● ACTIVITY
The required result is each line of the entries below containing the string "with".

[Saved data entries]
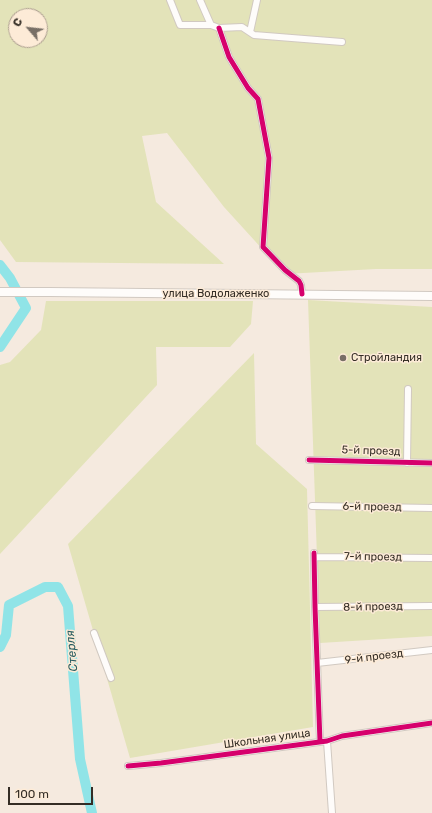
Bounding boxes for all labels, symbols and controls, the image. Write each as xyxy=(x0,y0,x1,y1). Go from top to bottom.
north arrow xyxy=(8,8,48,48)
text: С xyxy=(10,16,25,29)
street label: улица Водолаженко xyxy=(163,287,269,301)
place label: Стройландия xyxy=(351,351,422,365)
marker: Стройландия xyxy=(338,353,348,363)
street label: 5-й проезд xyxy=(341,443,401,459)
street label: 6-й проезд xyxy=(342,500,402,514)
street label: 7-й проезд xyxy=(344,550,402,564)
street label: 8-й проезд xyxy=(343,600,403,614)
water label: Стерля xyxy=(63,630,81,672)
street label: 9-й проезд xyxy=(344,647,404,667)
street label: Школьная улица xyxy=(223,726,311,752)
scale bar xyxy=(10,779,95,805)
text: 100 m xyxy=(15,787,49,801)

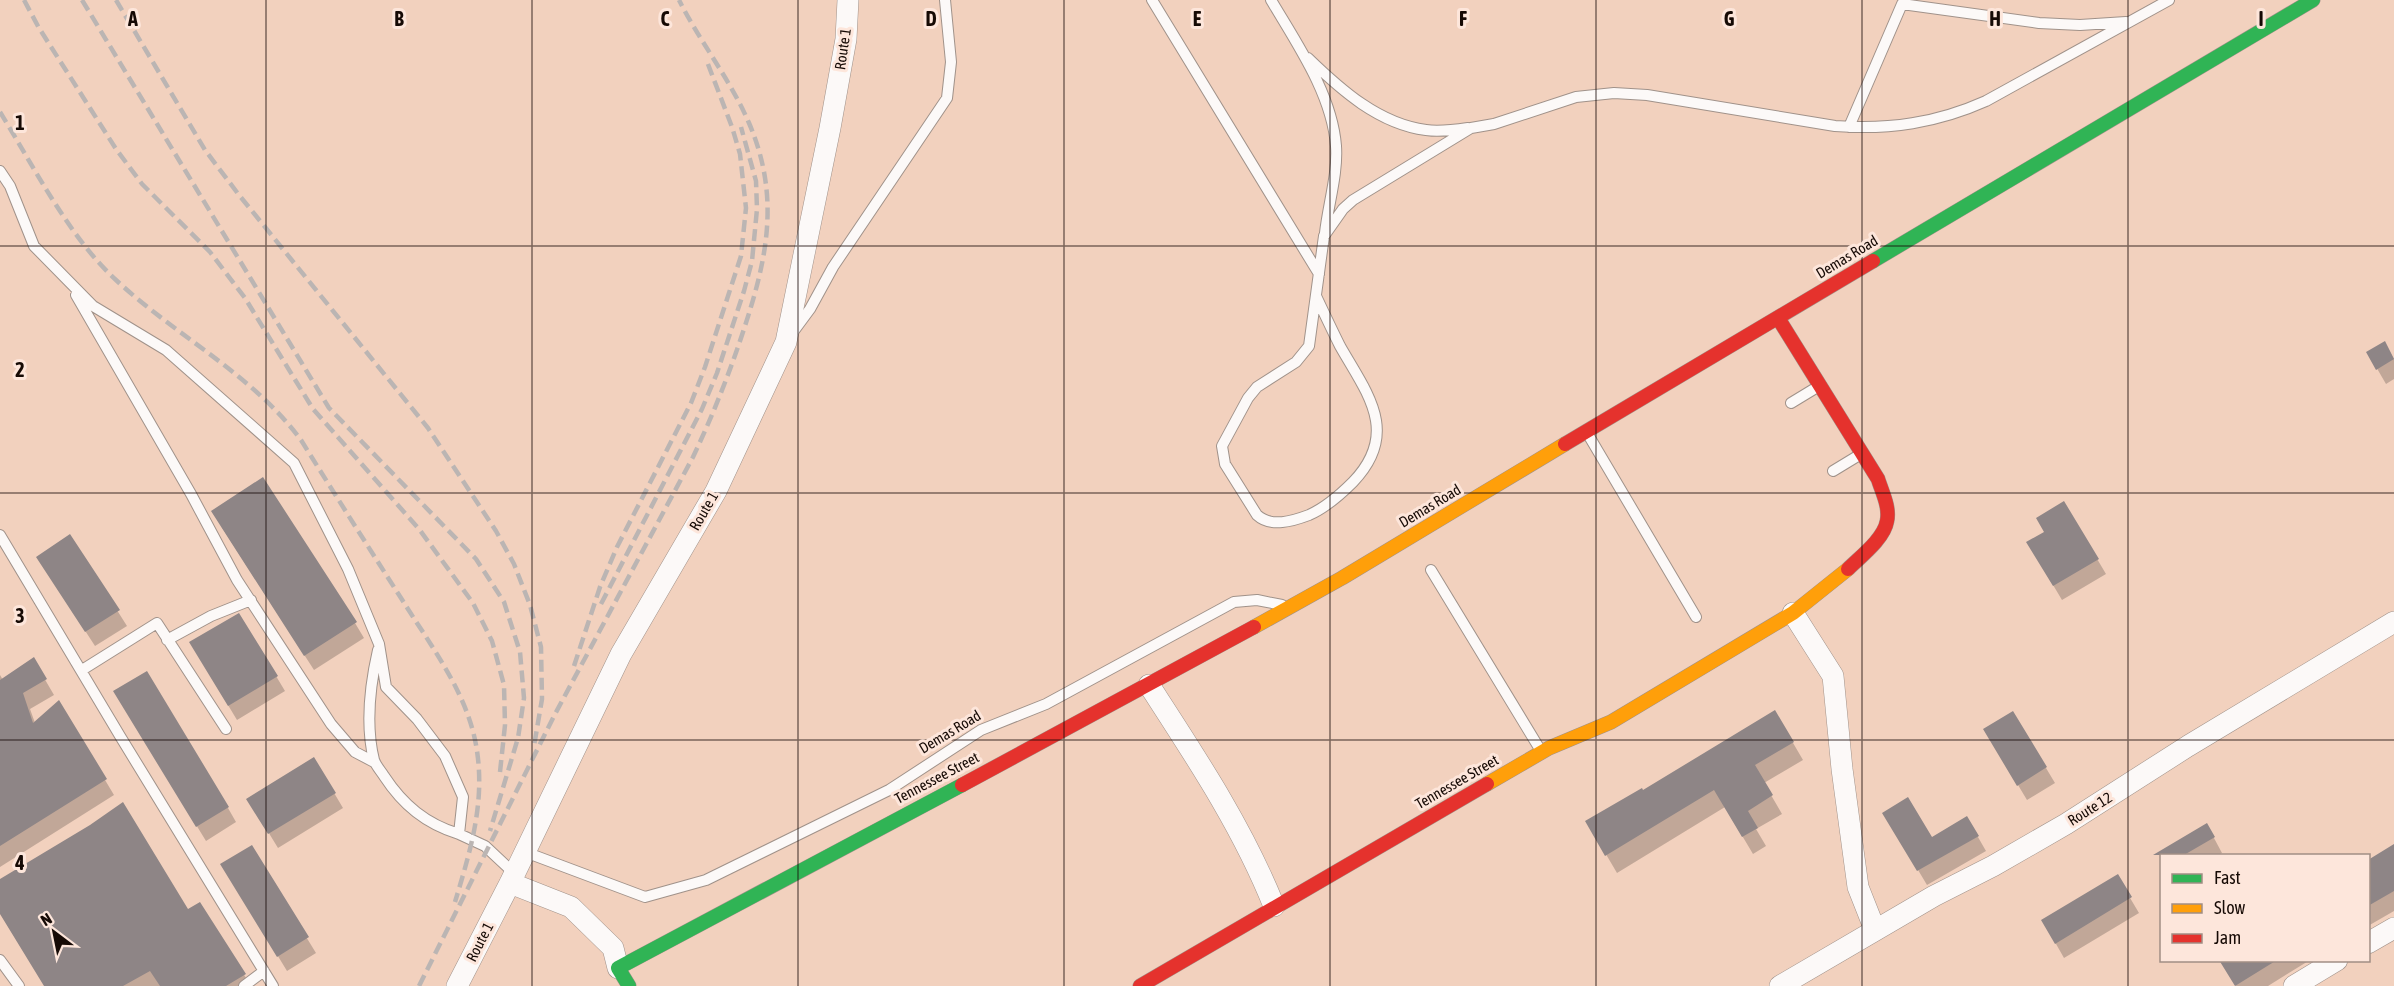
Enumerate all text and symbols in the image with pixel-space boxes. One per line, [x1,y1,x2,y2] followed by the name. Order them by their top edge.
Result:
[127,7,138,30] text: A
[394,7,404,30] text: B
[661,7,670,30] text: C
[925,7,937,30] text: D
[1193,7,1202,30] text: E
[1459,7,1467,30] text: F
[1724,7,1735,30] text: G
[1989,7,2001,30] text: H
[2258,7,2264,30] text: I
[831,27,854,71] street label: Route 1
[15,111,25,134] text: 1
[1813,232,1881,282] street label: Demas Road
[15,358,25,381] text: 2
[1396,481,1464,531] street label: Demas Road
[686,488,721,533] street label: Route 1
[15,604,25,627] text: 3
[916,707,984,757] street label: Demas Road
[892,748,982,807] street label: Tennessee Street
[1412,751,1501,812] street label: Tennessee Street
[2064,788,2115,829] street label: Route 12
[14,851,25,874] text: 4
[2160,854,2370,962] legend
[2214,867,2241,888] text: Fast
[2214,897,2245,918] text: Slow
[24,902,84,962] north arrow
[37,909,55,929] text: N
[462,919,497,964] street label: Route 1
[2214,927,2241,948] text: Jam

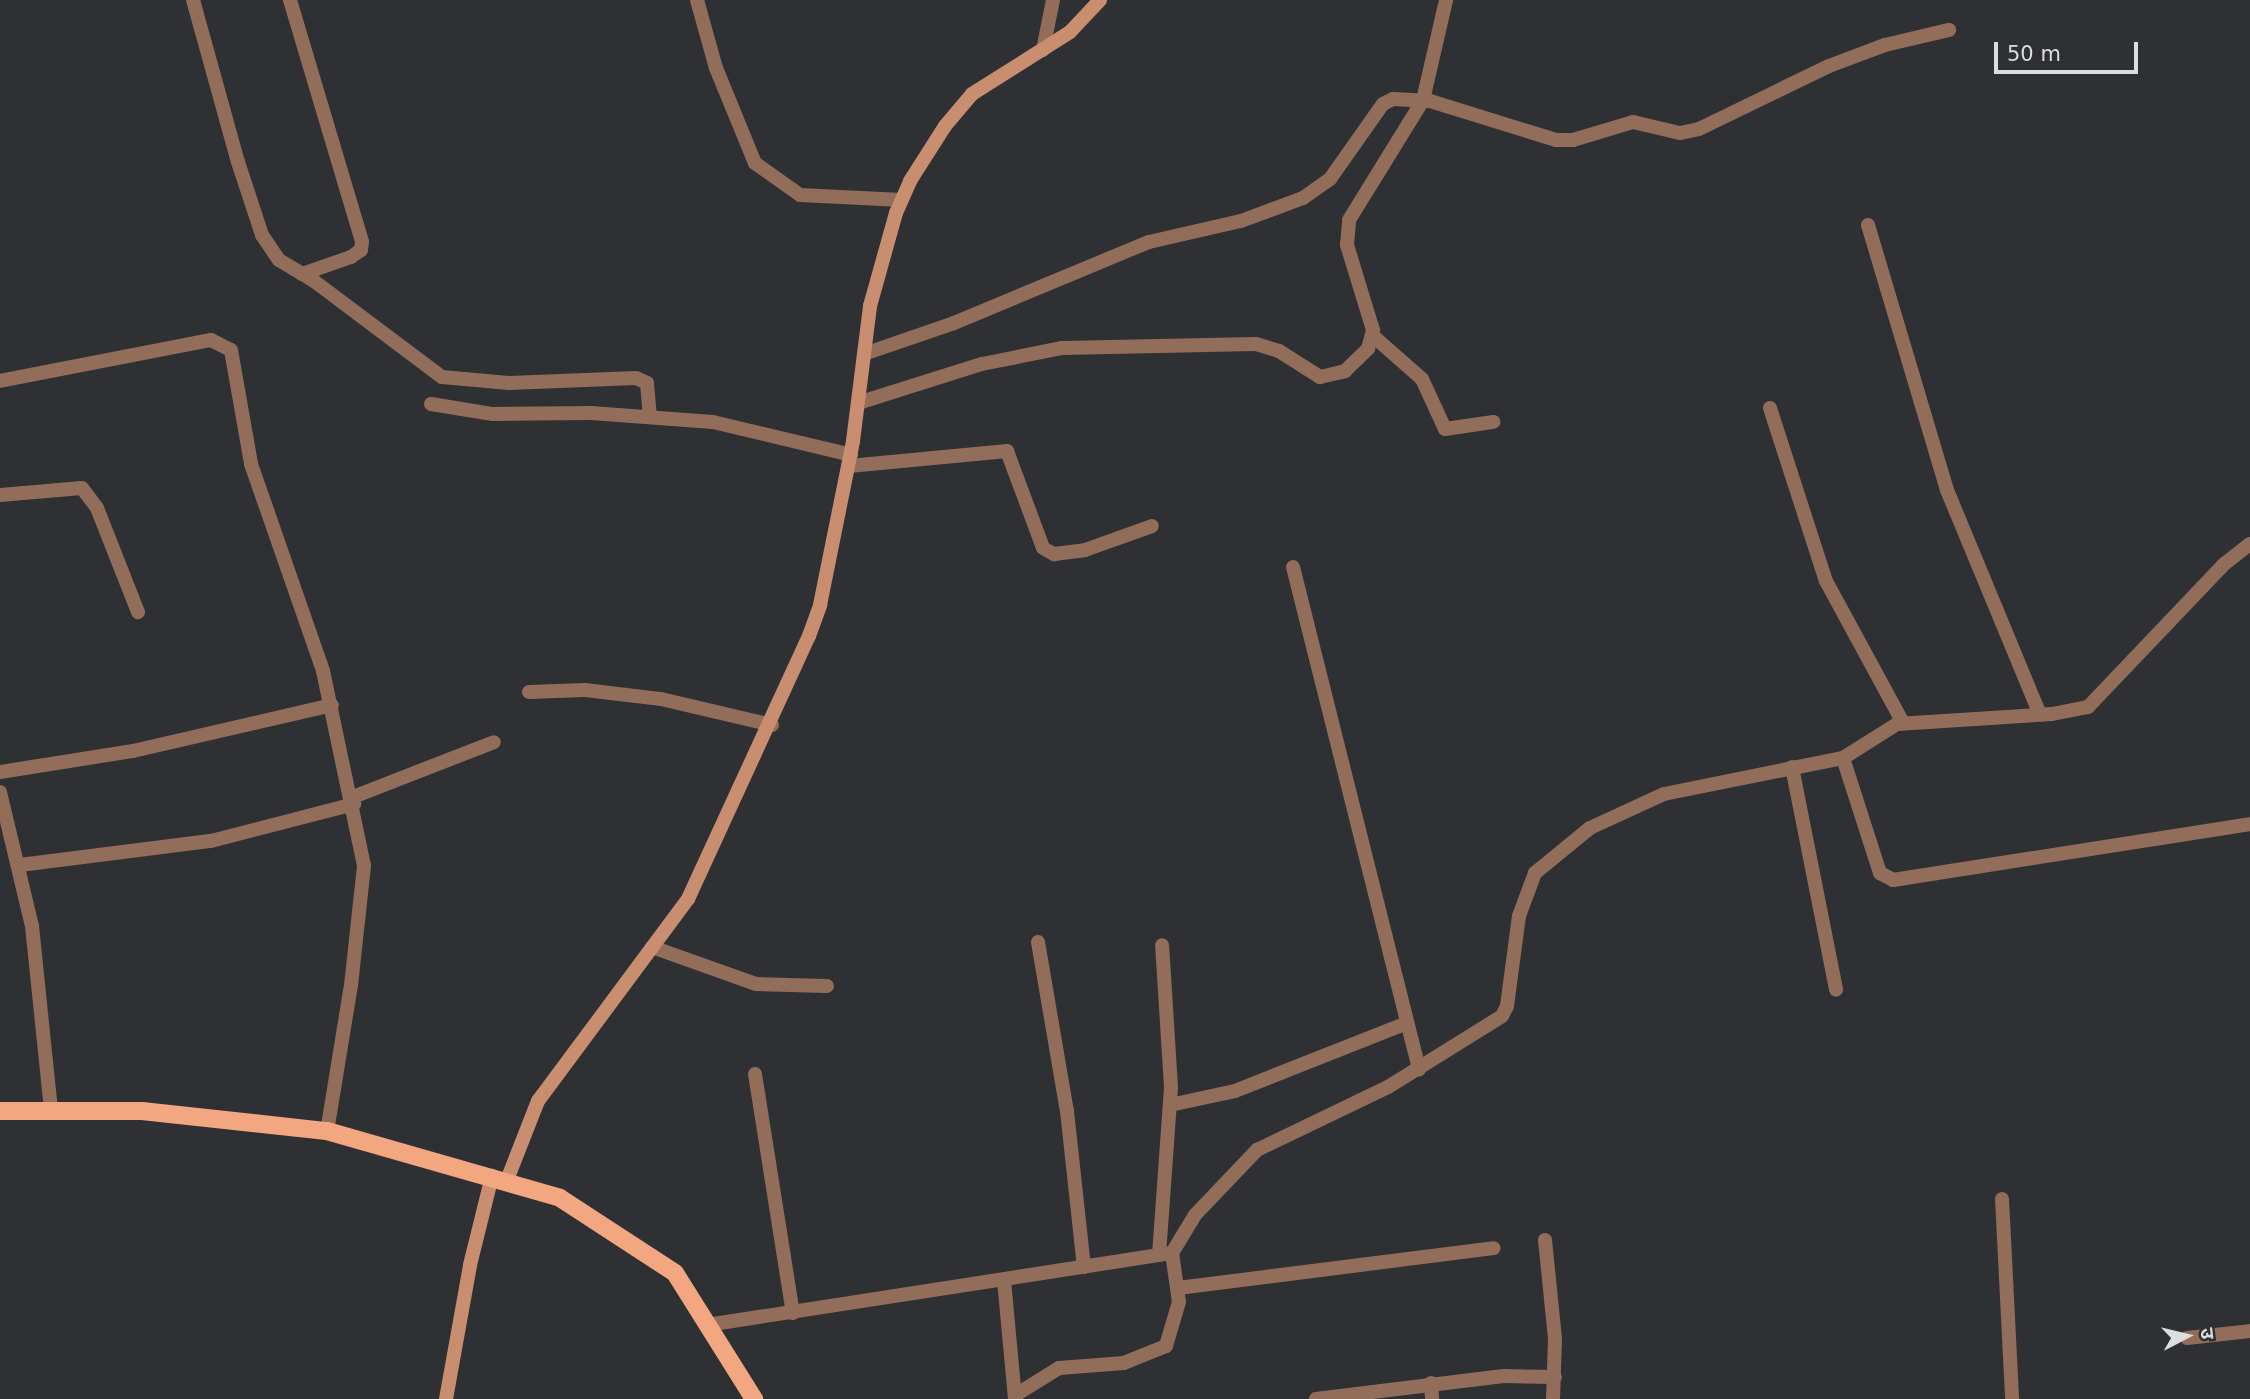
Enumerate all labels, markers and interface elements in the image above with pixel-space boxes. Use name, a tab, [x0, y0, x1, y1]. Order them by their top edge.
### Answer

● ANSWER TO THIS PROBLEM
Enumerate all text and symbols in the image with pixel-space boxes. One per line, [x1,y1,x2,y2] followed by the name. Order them by their top edge.
Enumerate all labels, markers and interface elements in the image above with pixel-space boxes. Use name, a tab, [x0, y0, x1, y1]. Order them by their top edge.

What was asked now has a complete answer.